San Diego City Council on May 11 certified the Program Environmental Impact Report (PEIR) for the Mission Bay Park Improvements Program and adopted an Implementation Framework to guide priority projects, mitigation and permitting.
Engineering & Capital Projects deputy director Carrie Purcell and program manager Nancy Graham described the multi-year effort to translate Charter priorities into implementable projects. The program’s core elements include wetland expansion (Tekalote Creek and North Fiesta Island), water-quality and eelgrass restoration, shoreline and seawall restoration, upland habitat expansion, and bicycle/pedestrian improvements across the Mission Bay Park Improvement Zone.

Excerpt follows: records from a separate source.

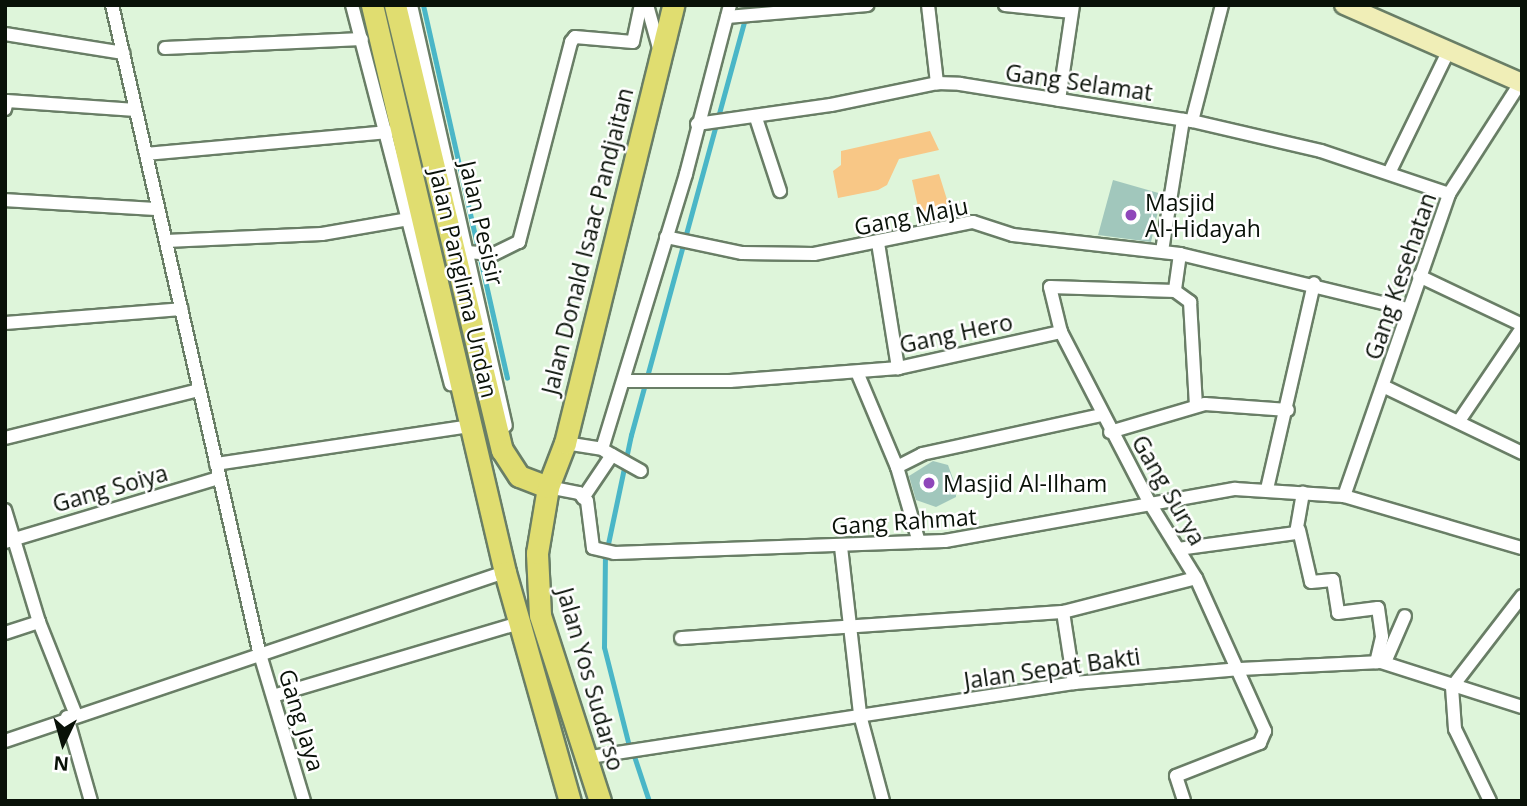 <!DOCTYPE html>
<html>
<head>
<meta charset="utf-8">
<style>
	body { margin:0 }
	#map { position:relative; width:1527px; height:806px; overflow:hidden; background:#def5da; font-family:"Open Sans",sans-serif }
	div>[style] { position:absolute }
	.green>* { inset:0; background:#f8c786 }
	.stream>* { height:5px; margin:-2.5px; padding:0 2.5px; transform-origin:2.5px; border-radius:2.5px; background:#4ab6c7 }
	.building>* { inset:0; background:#a1c7bc }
	.roads { filter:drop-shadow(2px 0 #697e66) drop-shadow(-2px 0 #697e66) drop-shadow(0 2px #697e66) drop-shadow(0 -2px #697e66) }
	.street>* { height:12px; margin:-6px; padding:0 6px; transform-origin:6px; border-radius:6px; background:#fff }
	.secondary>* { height:18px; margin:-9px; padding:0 9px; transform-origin:9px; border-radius:9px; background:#f0eeb7 }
	.primary>* { height:21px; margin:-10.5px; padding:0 10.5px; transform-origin:10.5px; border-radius:10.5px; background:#e0dd70 }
	.dots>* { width:19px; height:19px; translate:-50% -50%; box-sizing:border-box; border:4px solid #fff; border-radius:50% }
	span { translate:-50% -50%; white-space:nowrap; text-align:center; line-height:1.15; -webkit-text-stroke:5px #fff; paint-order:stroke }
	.street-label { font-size:23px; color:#091108 }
	.poi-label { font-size:23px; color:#091108 }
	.left { translate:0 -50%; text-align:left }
	.frame { position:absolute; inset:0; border:7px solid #091108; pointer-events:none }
	.north { position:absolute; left:28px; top:708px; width:70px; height:70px; -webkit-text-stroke:5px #fff; paint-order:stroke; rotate:185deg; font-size:19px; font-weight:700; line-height:28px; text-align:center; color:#091108 }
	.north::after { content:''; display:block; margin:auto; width:24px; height:32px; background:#091108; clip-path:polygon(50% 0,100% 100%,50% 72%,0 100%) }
</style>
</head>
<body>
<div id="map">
	<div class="green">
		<div style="clip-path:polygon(930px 131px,939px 150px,899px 159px,887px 185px,878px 190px,838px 198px,833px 171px,841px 165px,841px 151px)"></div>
		<div style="clip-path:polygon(939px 174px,954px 222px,923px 229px,912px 180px)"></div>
	</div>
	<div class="stream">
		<div style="left:423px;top:5px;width:382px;rotate:77.3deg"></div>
		<div style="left:628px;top:742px;width:98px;rotate:-104.2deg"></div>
		<div style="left:604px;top:647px;width:89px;rotate:-89.4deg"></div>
		<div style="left:605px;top:558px;width:126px;rotate:-78.1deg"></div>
		<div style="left:631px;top:435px;width:446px;rotate:-74.7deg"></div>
		<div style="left:634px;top:756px;width:47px;rotate:71.6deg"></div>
	</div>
	<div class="building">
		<div style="clip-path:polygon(1113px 180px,1162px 194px,1151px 242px,1098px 235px)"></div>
		<div style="clip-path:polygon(933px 461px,948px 465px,956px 487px,956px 497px,936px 507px,916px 500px,909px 476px)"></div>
	</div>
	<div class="roads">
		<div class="street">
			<div style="left:112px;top:5px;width:663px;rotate:77.18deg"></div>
			<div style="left:259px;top:651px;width:157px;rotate:73.3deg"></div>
			<div style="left:352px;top:5px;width:392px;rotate:75.4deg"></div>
			<div style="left:411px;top:5px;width:431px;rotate:77.3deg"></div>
			<div style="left:647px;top:5px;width:45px;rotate:74.4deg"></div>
			<div style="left:928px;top:5px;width:79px;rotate:83.4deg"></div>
			<div style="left:1005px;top:5px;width:65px;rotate:6.1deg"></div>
			<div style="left:727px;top:17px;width:141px;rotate:-4.9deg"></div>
			<div style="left:5px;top:34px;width:120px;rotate:9.1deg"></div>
			<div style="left:165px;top:48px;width:197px;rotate:-2.6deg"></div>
			<div style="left:1059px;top:100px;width:96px;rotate:-81.6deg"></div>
			<div style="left:5px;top:109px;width:8px;rotate:-76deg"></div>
			<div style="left:7px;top:101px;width:129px;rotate:4deg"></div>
			<div style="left:756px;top:118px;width:77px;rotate:71.8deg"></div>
			<div style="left:1192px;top:121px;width:120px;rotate:-75.5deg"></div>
			<div style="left:697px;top:124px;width:135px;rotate:-8.1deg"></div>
			<div style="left:831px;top:105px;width:108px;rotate:-11.7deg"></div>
			<div style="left:937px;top:83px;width:23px;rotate:2deg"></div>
			<div style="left:960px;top:84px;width:235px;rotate:9.1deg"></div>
			<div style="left:1192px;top:121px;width:132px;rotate:13.1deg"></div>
			<div style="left:1321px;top:151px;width:135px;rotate:18.6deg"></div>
			<div style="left:146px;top:154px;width:243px;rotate:-5.2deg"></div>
			<div style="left:1389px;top:173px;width:137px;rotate:-64deg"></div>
			<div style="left:5px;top:200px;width:153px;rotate:3.4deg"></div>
			<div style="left:666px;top:237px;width:78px;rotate:11.9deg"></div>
			<div style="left:742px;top:253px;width:72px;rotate:0.8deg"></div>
			<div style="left:814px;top:254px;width:162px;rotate:-11.4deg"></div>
			<div style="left:973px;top:222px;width:42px;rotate:18deg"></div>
			<div style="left:1013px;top:235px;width:168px;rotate:6.5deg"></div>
			<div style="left:1180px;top:254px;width:235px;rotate:13.6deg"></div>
			<div style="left:166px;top:241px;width:156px;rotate:-2.6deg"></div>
			<div style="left:322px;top:234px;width:88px;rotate:-9.8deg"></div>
			<div style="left:878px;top:243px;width:127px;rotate:80.9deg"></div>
			<div style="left:1162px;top:251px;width:133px;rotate:-80.9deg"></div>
			<div style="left:466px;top:252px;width:28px;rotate:4deg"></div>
			<div style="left:494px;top:254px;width:28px;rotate:-26deg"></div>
			<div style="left:519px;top:242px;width:207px;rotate:-75.4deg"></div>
			<div style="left:571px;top:42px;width:6px;rotate:-51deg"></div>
			<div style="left:575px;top:37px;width:58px;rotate:4.9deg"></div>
			<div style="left:633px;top:42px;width:38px;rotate:-78deg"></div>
			<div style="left:1180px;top:254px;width:37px;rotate:98deg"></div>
			<div style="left:1175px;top:291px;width:125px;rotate:-178.2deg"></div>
			<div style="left:1050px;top:287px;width:46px;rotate:76.3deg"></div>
			<div style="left:1061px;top:332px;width:191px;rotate:62.6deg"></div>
			<div style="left:1149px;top:502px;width:89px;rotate:58.3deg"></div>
			<div style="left:1196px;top:578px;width:168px;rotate:65.7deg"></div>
			<div style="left:1265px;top:731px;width:13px;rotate:113deg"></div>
			<div style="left:1260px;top:743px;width:90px;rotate:158.6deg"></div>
			<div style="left:1176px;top:776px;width:26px;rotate:72deg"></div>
			<div style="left:1419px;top:276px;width:114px;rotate:25.4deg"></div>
			<div style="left:1175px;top:291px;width:19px;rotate:36deg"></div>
			<div style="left:1190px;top:302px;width:104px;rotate:86.7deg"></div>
			<div style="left:5px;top:323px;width:177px;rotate:-4.5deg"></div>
			<div style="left:857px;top:372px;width:103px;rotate:67.2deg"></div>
			<div style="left:897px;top:467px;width:28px;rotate:-27deg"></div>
			<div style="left:922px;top:454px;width:183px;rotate:-12.3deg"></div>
			<div style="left:624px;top:381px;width:106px"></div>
			<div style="left:730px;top:381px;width:169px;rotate:-4.4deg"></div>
			<div style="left:898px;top:368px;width:167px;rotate:-12.5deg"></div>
			<div style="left:1385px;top:387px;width:152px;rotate:25.7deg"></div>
			<div style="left:1459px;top:421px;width:112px;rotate:-55.9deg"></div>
			<div style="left:1110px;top:432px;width:99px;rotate:-16.4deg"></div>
			<div style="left:1205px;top:404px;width:83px;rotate:4.1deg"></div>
			<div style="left:5px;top:438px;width:200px;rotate:-13.9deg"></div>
			<div style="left:565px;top:443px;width:37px;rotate:9deg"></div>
			<div style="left:602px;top:449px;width:288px;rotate:-73deg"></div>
			<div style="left:686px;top:174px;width:175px;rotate:-75.4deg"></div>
			<div style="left:605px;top:451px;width:41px;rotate:29.1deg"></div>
			<div style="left:216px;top:464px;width:257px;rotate:-8.5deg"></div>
			<div style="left:897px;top:467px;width:78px;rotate:73.7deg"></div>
			<div style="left:548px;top:487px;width:32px;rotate:11deg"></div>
			<div style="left:579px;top:493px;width:11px;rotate:45deg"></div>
			<div style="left:587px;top:501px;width:47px;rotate:82.7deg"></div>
			<div style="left:593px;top:548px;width:22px;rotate:13deg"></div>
			<div style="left:614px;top:553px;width:331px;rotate:-2.1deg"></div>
			<div style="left:945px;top:541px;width:295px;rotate:-10.2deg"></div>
			<div style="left:1235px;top:489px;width:109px;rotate:3.7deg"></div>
			<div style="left:1344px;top:496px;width:185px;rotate:16.3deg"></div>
			<div style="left:1267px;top:489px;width:211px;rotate:-77.1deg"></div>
			<div style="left:1344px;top:496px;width:320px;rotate:-70.8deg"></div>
			<div style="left:1449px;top:194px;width:133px;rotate:-57.3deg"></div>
			<div style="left:583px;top:498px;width:52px;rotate:-56deg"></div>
			<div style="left:5px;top:510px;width:117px;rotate:73.1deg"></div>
			<div style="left:39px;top:622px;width:100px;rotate:68.3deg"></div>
			<div style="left:1299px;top:530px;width:53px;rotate:77deg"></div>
			<div style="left:1311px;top:582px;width:22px;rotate:-5deg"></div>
			<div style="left:1333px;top:580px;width:33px;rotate:81deg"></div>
			<div style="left:1338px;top:613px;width:40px;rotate:-7.1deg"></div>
			<div style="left:1378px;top:608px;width:29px;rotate:82deg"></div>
			<div style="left:1382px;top:637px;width:26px;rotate:103deg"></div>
			<div style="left:5px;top:542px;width:223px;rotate:-16.7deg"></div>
			<div style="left:841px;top:547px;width:169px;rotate:83.5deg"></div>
			<div style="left:860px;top:715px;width:89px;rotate:75deg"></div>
			<div style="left:1178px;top:549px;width:119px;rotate:-7.7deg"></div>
			<div style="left:1296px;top:533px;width:41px;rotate:-80.1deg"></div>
			<div style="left:1063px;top:612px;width:72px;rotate:81.2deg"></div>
			<div style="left:5px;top:633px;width:36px;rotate:-18deg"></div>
			<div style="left:681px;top:638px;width:383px;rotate:-3.9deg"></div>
			<div style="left:1063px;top:612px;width:137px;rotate:-14.3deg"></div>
			<div style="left:1385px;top:662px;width:50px;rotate:-66.5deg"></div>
			<div style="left:273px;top:696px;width:257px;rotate:-16.5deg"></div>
			<div style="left:67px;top:717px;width:87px;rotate:74.1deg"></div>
			<div style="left:5px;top:741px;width:528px;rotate:-18.68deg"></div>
			<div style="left:584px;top:758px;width:496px;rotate:-8.7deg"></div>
			<div style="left:1074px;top:683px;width:167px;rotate:-4.8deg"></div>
			<div style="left:1240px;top:669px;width:141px;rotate:-2.8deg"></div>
			<div style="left:1381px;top:662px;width:148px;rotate:17.7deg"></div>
			<div style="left:1490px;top:801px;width:80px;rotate:-115.9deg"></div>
			<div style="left:1455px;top:729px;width:42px;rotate:-94.1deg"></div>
			<div style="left:1452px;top:687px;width:115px;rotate:-52.4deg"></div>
		</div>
		<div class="secondary">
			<div style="left:1344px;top:5px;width:194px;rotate:23.7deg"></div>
		</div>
		<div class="primary">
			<div style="left:372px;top:5px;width:582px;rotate:76.8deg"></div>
			<div style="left:505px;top:572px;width:238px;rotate:74.2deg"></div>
			<div style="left:395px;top:5px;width:458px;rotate:76.5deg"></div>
			<div style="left:502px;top:450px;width:31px;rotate:57deg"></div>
			<div style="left:519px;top:476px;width:31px;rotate:21deg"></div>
			<div style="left:600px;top:801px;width:195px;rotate:-107.9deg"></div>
			<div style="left:540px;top:615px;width:62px;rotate:-92.8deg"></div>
			<div style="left:537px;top:553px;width:67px;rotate:-80.5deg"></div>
			<div style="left:548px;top:487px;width:47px;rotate:-68.9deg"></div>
			<div style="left:565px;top:443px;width:451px;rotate:-76.1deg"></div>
		</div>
	</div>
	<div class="dots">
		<div style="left:1131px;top:215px;background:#8f47ba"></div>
		<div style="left:929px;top:483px;background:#8f47ba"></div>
	</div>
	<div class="street-label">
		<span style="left:1079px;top:82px;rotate:8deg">Gang Selamat</span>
		<span style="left:911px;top:216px;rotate:-11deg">Gang Maju</span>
		<span style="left:482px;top:223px;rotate:77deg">Jalan Pesisir</span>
		<span style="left:587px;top:241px;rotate:-76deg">Jalan Donald Isaac Pandjaitan</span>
		<span style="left:1400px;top:276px;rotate:-71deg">Gang Kesehatan</span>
		<span style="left:464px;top:283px;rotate:77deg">Jalan Panglima Undan</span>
		<span style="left:956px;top:333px;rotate:-12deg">Gang Hero</span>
		<span style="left:110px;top:488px;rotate:-16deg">Gang Soiya</span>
		<span style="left:1169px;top:490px;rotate:60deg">Gang Surya</span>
		<span style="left:904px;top:521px;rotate:-4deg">Gang Rahmat</span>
		<span style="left:1052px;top:668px;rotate:-8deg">Jalan Sepat Bakti</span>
		<span style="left:591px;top:679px;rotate:74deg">Jalan Yos Sudarso</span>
		<span style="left:302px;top:720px;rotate:73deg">Gang Jaya</span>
	</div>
	<div class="poi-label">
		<span class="left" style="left:1145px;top:215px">Masjid<br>Al-Hidayah</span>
		<span class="left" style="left:943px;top:483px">Masjid Al-Ilham</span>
	</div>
	<div class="frame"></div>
	<div class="north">N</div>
</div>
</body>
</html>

Nancy Graham said the program EIR concluded most resource areas have no or less-than-significant impacts, but identified potential significant impacts in air quality, biological resources, cultural/historic resources (notably seawalls), noise and recreation. The PEIR identifies mitigation to reduce impacts to less‑than‑significant levels where feasible and notes the environmentally superior alternative is a reduced hardscape approach that limits hard improvements in sensitive areas.
Mission Bay Park Association and other speakers urged prioritizing deferred maintenance, bike/ped safety improvements, and strong monitoring for mitigation and implementation (MMRP). Public commenters also suggested nature-based shoreline solutions such as rock revetments and oyster-reef features.
Councilmember Campbell moved to adopt the program and certify the PEIR; the motion was seconded and carried as recorded. Staff said the Implementation Framework will help prioritize projects for funding and establish permitting and maintenance approaches; individual projects will later be brought forward with specific permits and mitigations as required.